_WHAT IS BEING ASKED_. Every line of the records below that has the word "small" should be copied.
--- PROVIDED RECORDS Enclosed Below ---
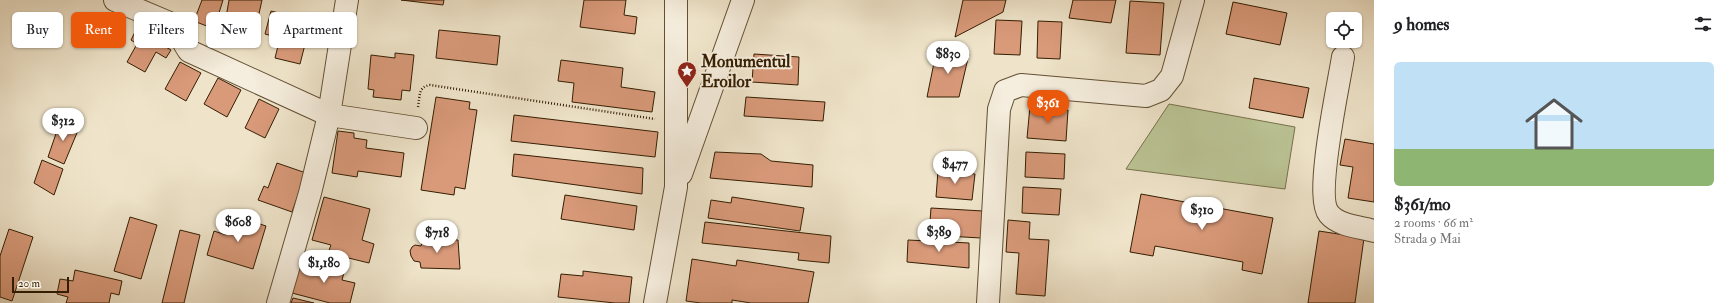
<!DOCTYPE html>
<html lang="en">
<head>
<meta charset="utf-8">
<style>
	body { margin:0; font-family:"IM FELL Double Pica",serif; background:#f6f6f6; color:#202124; height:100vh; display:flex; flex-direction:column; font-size:15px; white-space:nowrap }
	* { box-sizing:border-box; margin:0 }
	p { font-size:13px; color:#757577 }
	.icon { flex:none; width:22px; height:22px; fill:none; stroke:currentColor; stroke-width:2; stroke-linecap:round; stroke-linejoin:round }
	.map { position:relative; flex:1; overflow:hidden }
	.sheet { display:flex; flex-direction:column; background:#fff; width:360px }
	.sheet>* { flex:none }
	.banner { position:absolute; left:12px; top:12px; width:380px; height:36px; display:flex; gap:8px }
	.tools { position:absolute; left:1326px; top:12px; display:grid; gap:8px }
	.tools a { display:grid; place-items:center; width:36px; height:36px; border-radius:6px; background:#fff; box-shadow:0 1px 3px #0004; font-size:20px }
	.scale { position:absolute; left:12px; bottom:10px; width:57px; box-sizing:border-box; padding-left:4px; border:2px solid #341e02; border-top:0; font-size:11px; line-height:14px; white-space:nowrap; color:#341e02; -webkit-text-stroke:3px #f5eddd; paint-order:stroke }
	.price { position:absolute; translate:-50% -34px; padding:0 9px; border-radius:14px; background:#fff; color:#222; font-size:13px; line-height:26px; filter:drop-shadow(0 1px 2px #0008) }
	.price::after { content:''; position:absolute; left:50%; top:24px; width:12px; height:9px; margin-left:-6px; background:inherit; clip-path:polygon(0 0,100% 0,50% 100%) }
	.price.on { background:#ea580c; color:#fff }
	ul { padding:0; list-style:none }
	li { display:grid; align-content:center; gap:8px; height:212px; padding:0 20px }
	li span { display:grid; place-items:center; height:124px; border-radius:6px; color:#555 }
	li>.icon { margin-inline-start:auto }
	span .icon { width:72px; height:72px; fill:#fffc; stroke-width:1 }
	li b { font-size:17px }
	h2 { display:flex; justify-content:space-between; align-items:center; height:48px; padding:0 20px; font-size:17px }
	.pill { padding:0 14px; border-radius:6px; background:#fff; box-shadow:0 1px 3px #0004; font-size:14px; line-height:36px }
	.pill.on { background:#ea580c; color:#fff }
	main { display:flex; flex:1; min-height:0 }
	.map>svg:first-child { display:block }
	.green { fill:#bbc495; stroke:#78714c }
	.building { fill:#d99a7a; stroke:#341e02 }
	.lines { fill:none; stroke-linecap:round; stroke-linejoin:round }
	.minor-casing { stroke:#635034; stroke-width:24 }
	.path { stroke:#341e02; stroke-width:2.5; stroke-dasharray:1 2; stroke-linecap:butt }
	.minor { stroke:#f5eddd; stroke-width:22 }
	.labels { text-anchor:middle; stroke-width:4; stroke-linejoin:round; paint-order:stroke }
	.poi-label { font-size:17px; font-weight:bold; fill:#341e02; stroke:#f5eddd; text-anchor:start }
</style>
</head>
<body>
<main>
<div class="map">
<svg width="1374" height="303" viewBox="0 0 1374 303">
	<rect width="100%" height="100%" fill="#efe4ca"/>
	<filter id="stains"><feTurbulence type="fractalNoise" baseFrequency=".005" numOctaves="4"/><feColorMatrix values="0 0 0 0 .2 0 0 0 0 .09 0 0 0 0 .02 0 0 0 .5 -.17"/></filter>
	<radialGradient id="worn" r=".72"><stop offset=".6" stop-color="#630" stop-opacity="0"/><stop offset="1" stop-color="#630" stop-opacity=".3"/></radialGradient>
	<path class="green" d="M1169,104l126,23 -10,62 -159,-20z"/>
	<path class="building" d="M202,0h21l-9,29 -20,-8z
		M229,0h33l-9,41 -30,-6z
		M401,0h43l-1,5z
		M584,0h42l-2,15 13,2 -2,17 -55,-7z
		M963,0h43l-3,12 -48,25z
		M1073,0h43l-5,23 -42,-5z
		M1130,1l34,2 -4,52 -34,-2z
		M1233,2l54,11 -7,32 -54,-11z
		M271,11l40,10 -11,43 -25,-6 5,-20 -15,-4z
		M996,20l26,1 -2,34 -26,-1z
		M1038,21l24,1 -2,37 -23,-1z
		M136,30l35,20 -5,8 -10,-6 -11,20 -18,-10 10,-18 -6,-4z
		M439,30l61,6 -3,29 -61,-7z
		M395,53l19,2 -4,36 -8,-1 -1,10 -28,-3 1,-7 -6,-1 3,-34 24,3z
		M936,53l33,1 -10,43h-32z
		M754,54l45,3 -1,28 -46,-3z
		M561,60l62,8 -2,19 34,5 -3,20 -80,-10 2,-19 -16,-2z
		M180,62l21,11 -15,28 -21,-12z
		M218,78l23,12 -14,27 -23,-13z
		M1254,78l55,10 -6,30 -54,-10z
		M436,97l34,5 -1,7 8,1 -12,79 -10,-2 -1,8 -33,-5z
		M746,97l79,5 -2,19 -79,-5z
		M259,99l20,10 -14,29 -20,-10z
		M1030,106l38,4 -2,31 -39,-3z
		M514,115l144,17 -3,25 -144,-16z
		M61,119l18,9 -15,36 -16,-7z
		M338,131l16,2v5l13,2 -1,8 38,5 -3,24 -43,-6 -1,6 -25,-4z
		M1345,139l29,5v58l-26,-4 5,-31 -13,-2z
		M715,152l46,2 10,7 42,4 -1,22 -102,-9z
		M1026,152l39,2 -1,25 -39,-2z
		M514,154l129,14 -1,26 -130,-18z
		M42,160l21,9 -9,26 -20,-12z
		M277,163l29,10 -14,39 -34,-12 6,-14 4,2z
		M938,171l37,3 -3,26 -36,-3z
		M1023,187l38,2 -2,26 -37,-2z
		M1141,194l132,24 -11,56 -20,-4 1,-8 -88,-16 -2,10 -23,-4z
		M565,195l72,11 -3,24 -73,-11z
		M324,197l46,12 -8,31 12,4 -5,19 -41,-10 3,-8 -19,-5z
		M732,197l72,11 -4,23 -92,-13 3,-18 20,3z
		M931,208l52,3 -2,27 -52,-3z
		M232,215l34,11 -13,43 -46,-14 7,-24 12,4z
		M130,217l27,8 -16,54 -27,-8z
		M1008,220l22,2 -1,17 20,1 -4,56 -29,-2 3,-41 -13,-1z
		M705,222l126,14 -2,27 -31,-3 1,-7 -97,-10z
		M9,229l24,8 -21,64 -12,-4v-41z
		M180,230l20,5 -16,68h-22z
		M1319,231l45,7 -9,65h-47z
		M423,239l35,1 2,29 -39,-1 -1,-6 -6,-1 -3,-5 -1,-5 2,-4 3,-2 6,1z
		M908,240l61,3v25l-62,-6z
		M692,259l44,7 1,-6 77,12 -6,31h-57l-19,-3v3h-31l-15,-2z
		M316,262l29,7 -3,11 13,3 -5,20h-20l-38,-10 8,-28 14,4z
		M75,270l47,11 -3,14 -8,-2 -2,10h-43l2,-6 -11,-3 3,-15 13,2z
		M583,271l49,6 -3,26h-14l-57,-6 3,-23 22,2z
		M293,298l21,5h-23z"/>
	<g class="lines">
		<g class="minor-casing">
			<path id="minor" d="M115,0l59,25c6,8 9,18 15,26l140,64 87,13
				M1343,57c-4,26 -29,139 -14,157 10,12 31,13 45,17
				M681,174l62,-174
				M278,303l32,-110 19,-78 18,-115
				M655,303l21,-116v-187
				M988,303l11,-194 6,-18 16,-6 125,11 15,-6 11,-14 21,-76"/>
		</g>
		<path class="path" d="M418,107c2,-11 0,-20 12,-22l225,34"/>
		<use href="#minor" class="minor"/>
	</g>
	<defs>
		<g id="sight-pin" transform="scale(1)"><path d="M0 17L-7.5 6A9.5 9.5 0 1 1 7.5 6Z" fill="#8f2418" stroke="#f5eddd"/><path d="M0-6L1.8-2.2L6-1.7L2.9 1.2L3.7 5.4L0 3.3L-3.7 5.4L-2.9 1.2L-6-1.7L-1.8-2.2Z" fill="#fff"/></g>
	</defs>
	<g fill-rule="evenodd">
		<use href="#sight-pin" x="687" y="71"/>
	</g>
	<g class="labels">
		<g class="poi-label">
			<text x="701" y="67">Monumentul<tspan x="701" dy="20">Eroilor</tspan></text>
		</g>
	</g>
	<rect width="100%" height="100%" filter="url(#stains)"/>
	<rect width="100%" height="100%" fill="url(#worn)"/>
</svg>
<div class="tools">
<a><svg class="icon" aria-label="locate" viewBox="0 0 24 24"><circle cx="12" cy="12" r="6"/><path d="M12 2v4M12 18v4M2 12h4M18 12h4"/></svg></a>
</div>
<div class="scale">20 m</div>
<b class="price" style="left:948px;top:75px">$830</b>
<b class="price on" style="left:1048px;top:124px">$361</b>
<b class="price" style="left:63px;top:142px">$312</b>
<b class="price" style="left:955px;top:185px">$477</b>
<b class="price" style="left:1202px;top:231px">$310</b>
<b class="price" style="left:238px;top:243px">$608</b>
<b class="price" style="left:939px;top:253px">$389</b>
<b class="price" style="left:437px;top:254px">$718</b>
<b class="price" style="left:324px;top:284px">$1,180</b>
<div class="banner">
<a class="pill">Buy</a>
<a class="pill on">Rent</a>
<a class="pill">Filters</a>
<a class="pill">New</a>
<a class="pill">Apartment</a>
</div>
</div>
<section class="sheet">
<h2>9 homes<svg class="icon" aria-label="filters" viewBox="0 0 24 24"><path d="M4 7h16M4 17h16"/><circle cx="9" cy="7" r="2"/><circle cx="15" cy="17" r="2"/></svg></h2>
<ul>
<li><span style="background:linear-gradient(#bfe0f5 70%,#8fb573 0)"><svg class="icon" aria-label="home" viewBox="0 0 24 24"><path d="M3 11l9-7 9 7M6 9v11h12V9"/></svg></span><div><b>$361/mo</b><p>2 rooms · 66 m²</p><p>Strada 9 Mai</p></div></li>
</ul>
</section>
</main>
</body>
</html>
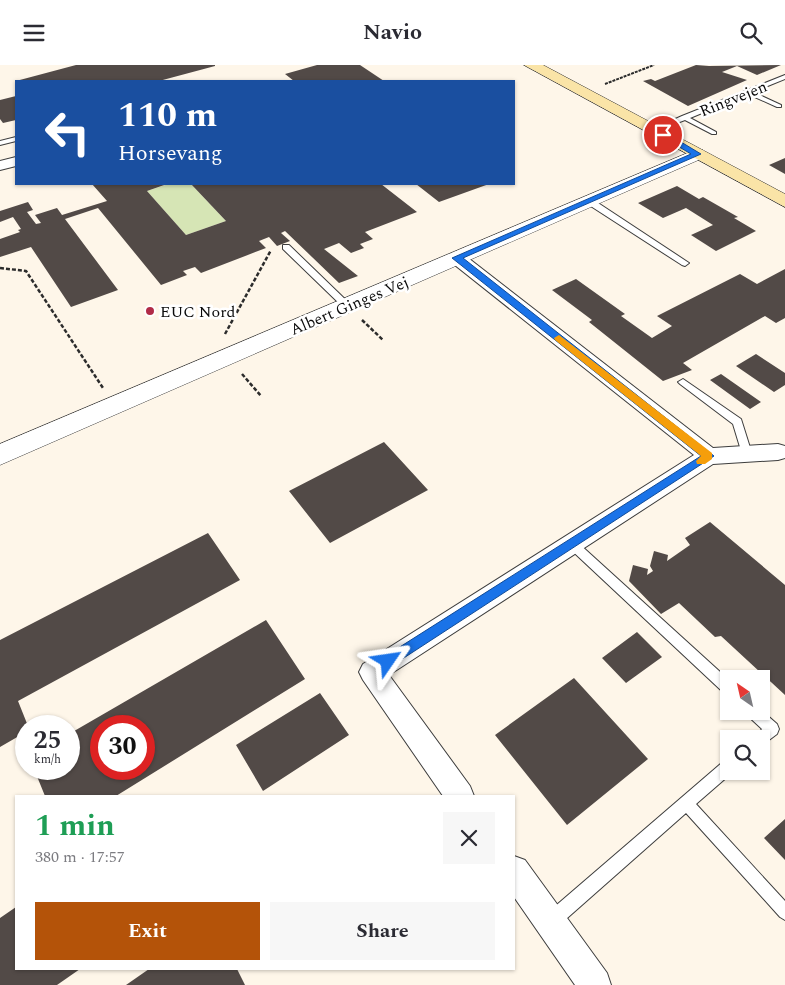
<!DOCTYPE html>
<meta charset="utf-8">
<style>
:root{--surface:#fff;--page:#f7f7f7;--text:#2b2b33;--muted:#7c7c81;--accent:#b45309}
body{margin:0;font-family:Spectral,serif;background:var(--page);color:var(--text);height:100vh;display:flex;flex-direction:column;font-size:19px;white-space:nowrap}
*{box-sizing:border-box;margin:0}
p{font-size:16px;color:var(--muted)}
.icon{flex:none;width:28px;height:28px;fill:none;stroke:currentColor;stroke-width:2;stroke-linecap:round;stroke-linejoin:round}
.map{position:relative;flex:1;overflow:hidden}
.panel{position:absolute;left:15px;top:730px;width:500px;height:175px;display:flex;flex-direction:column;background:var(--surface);border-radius:0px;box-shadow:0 1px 4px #0004}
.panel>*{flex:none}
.hud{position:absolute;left:15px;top:15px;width:500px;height:105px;border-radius:0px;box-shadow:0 1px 4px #0004;background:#1a4fa0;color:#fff;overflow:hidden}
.needle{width:32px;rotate:326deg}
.buttons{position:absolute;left:720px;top:605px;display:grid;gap:10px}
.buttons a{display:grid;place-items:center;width:50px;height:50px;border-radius:0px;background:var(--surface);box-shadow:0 1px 4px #0004;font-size:25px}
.speed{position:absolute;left:15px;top:650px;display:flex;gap:10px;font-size:25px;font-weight:700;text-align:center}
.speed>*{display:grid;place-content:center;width:65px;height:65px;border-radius:50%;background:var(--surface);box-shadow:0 1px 4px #0004;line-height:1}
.speed small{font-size:12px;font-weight:400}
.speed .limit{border:8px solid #d22;background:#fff;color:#111}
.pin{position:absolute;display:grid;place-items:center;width:42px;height:42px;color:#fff;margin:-21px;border:2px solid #fff;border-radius:50%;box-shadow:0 1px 5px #0007}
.me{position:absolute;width:55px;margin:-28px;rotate:58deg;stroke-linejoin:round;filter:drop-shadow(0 0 4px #0008)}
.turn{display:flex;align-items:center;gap:18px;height:105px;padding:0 20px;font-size:22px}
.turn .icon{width:65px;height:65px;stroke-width:2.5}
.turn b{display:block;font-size:35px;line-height:42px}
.round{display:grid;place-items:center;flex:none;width:52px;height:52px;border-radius:0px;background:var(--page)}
.summary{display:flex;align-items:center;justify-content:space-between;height:85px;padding:0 20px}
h1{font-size:30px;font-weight:700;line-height:38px;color:#1e9e55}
.cta{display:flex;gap:10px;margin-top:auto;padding:10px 20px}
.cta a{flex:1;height:58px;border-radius:0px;background:var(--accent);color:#fff;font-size:20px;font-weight:700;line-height:58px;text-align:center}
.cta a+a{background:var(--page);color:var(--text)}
header{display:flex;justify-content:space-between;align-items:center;height:65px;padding:0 20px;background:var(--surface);font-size:22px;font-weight:700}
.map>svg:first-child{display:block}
.green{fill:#d6e5b5}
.building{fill:#524a47;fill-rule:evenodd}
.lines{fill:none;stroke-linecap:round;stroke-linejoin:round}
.service-casing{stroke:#3d3d3d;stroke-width:2}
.minor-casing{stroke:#3d3d3d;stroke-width:2}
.tertiary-casing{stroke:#3d3d3d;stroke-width:1}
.secondary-casing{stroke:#2c2c2c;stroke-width:1}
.path-far1{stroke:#2c2c2c;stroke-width:2;stroke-dasharray:3 1;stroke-linecap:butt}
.path{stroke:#2c2c2c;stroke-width:2.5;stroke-dasharray:4 2;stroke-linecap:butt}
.service{fill:#fff;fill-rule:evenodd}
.minor{fill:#fff;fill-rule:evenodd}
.tertiary{fill:#fff;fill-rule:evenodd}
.secondary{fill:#fae4a7;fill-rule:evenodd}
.route{fill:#1a73e8;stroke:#114b97}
.slow{fill:#f59e0b}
.poi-dot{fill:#b12b47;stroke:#fff;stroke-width:2}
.labels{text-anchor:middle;stroke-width:5;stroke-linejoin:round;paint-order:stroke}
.far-street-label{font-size:16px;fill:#0a0a0a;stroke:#fff}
.far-poi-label{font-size:16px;fill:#0a0a0a;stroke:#fff;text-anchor:start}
</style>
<header><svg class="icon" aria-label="menu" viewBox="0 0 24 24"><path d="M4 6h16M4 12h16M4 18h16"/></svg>Navio<svg class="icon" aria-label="search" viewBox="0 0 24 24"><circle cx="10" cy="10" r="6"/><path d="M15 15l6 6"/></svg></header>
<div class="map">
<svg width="785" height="920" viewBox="0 0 785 920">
<rect width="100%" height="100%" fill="#fef6e9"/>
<!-- green -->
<path class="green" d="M168,119H191L226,156L186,170L147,126Z"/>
<!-- building -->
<path class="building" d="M76,0H215V1L159,16H16Z
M317,0H360L384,16H294L285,9Z
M696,0L709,1L781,0L757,10L737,1L722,7L747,15L688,41L643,16L651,14L655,16Z
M16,31V55L3,58L0,54V35Z
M785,93V109L769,100Z
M92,119H167L147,126L186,170L226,156L191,119H381L417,147L365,167L373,174L360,179L364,183L351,188L339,178L324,184L358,211L339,218L285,166L281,168L290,176L277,181L269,172L259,176L266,183L201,208L195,202L183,206L187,210L161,220L98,143L65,154L118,225L71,242L31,182L0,192V174L20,167L18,165L21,164L13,152L0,157V146L28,137L33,145L27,147L36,159L41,158L35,150L57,143L62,150L107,136Z
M416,119H489L439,137Z
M677,121L699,134L703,132L738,152L734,153L756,166L716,186L691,170L713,160L686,143L663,153L638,138Z
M785,204V253L776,258L765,251L683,298L692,305L663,316L589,257L592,255L552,225L576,214L625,249L621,251L652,273L672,261L657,251L740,209L757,219Z
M756,289L785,308V320L774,327L736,301Z
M721,309L761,337L750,344L710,315Z
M384,377L428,425L330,478L289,426Z
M710,457L785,520V630L721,571L715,572L679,538L661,549L629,516L633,500L648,504L647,510L653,506L650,501L654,486L668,490L667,496L690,480L685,473Z
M208,468L240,515L18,636L28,661H26V667L0,682V575Z
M266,555L305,614L116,731H45L34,704H69V669ZM101,661H144V704H101Z
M637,567L662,592L626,618L602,593Z
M574,613L648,694L567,760L495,670Z
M320,628L349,670L263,726L236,680Z
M785,754V795L764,773Z
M16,842V904H80L57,920H0V853Z
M149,904H237L245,920H126Z"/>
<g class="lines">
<defs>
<path id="service" d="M785,10V14L753,27L781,40V42H777L748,29L690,53L716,67V69H712L685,55L656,66L651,65L682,51Z
M16,72V76L0,80V76Z
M586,134H592L689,198L685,201L682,200L586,138Z
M283,180H289L350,239V243H344L283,184Z
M683,314L741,354L752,389L751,392H743L733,359L680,319L678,317Z
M572,474L576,476L729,615V630L724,628L568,482L566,479L568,476Z
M761,645L777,659L779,664L777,669L761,681V674H754L762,664L748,651L746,646H761Z
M729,694V706H734L696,739L785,836V855L780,852L686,748L557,862L551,864L545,862L543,856L545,850L724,696Z"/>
<path id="minor" d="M16,92V101L0,105V96Z
M457,188L463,189L713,383L778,379L785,381V393L778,395L713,399L389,610L470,721L474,731H443L363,615L359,607L363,599L694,390L451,197L449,193L451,189Z
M514,791L525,795L607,908L611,920H575L514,832Z"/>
<path id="tertiary" d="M697,84L703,85L706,89L703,93L0,400V379Z"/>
<path id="secondary" d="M524,0H543L785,129V142Z"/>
</defs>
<!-- service casing -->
<use href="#service" class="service-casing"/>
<!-- minor casing -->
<use href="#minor" class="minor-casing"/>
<!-- tertiary casing -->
<use href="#tertiary" class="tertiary-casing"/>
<!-- secondary casing -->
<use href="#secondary" class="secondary-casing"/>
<!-- path-far1 -->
<path class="path-far1" d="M605,19L654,0"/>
<!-- path -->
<path class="path" d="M0,203L26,206L103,323
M362,255L383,275
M225,269L271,185
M242,309L261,331"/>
<!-- service -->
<use href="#service" class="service"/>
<!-- minor -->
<use href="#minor" class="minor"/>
<!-- tertiary -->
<use href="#tertiary" class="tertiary"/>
<!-- secondary -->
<use href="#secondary" class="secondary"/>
</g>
<!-- route -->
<path class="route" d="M661,68H666L701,89L463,193L714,391L393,600H384L382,596L384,592L701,391L452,193L691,89L661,71Z"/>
<!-- slow -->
<path class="slow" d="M559,270L712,388V394L705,399H697L696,396L701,391L555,275L554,273Z"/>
<!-- markers -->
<circle class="poi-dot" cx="150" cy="246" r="5"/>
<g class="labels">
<!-- far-street labels -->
<g class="far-street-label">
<text transform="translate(733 33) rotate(-22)" y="6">Ringvejen</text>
<text transform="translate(349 240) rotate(-23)" y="6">Albert Ginges Vej</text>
</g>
<!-- far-poi labels -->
<g class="far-poi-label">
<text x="160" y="252">EUC Nord</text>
</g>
</g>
</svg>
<div class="buttons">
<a><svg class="needle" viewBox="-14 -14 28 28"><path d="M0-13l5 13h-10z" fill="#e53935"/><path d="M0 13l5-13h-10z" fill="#7c7c81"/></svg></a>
<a><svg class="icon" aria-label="search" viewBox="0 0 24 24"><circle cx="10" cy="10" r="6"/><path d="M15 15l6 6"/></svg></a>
</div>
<div class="speed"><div>25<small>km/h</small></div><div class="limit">30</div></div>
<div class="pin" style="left:663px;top:70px;background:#d93025"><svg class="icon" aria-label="arrive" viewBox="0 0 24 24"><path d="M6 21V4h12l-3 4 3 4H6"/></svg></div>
<svg class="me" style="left:388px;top:596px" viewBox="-20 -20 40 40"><path d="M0-17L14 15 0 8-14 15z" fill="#1a73e8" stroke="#fff" stroke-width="4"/></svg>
<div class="hud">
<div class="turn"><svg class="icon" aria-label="left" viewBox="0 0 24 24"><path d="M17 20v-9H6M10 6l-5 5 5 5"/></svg><div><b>110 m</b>Horsevang</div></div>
</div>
<section class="panel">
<div class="summary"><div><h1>1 min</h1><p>380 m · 17:57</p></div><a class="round"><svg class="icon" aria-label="close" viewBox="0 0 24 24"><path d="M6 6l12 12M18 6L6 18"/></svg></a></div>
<div class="cta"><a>Exit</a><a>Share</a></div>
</section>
</div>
--- End of Enclosed PROVIDED RECORDS ---
_ANSWER FOR THE TASK_.
.speed small{font-size:12px;font-weight:400}
<div class="speed"><div>25<small>km/h</small></div><div class="limit">30</div></div>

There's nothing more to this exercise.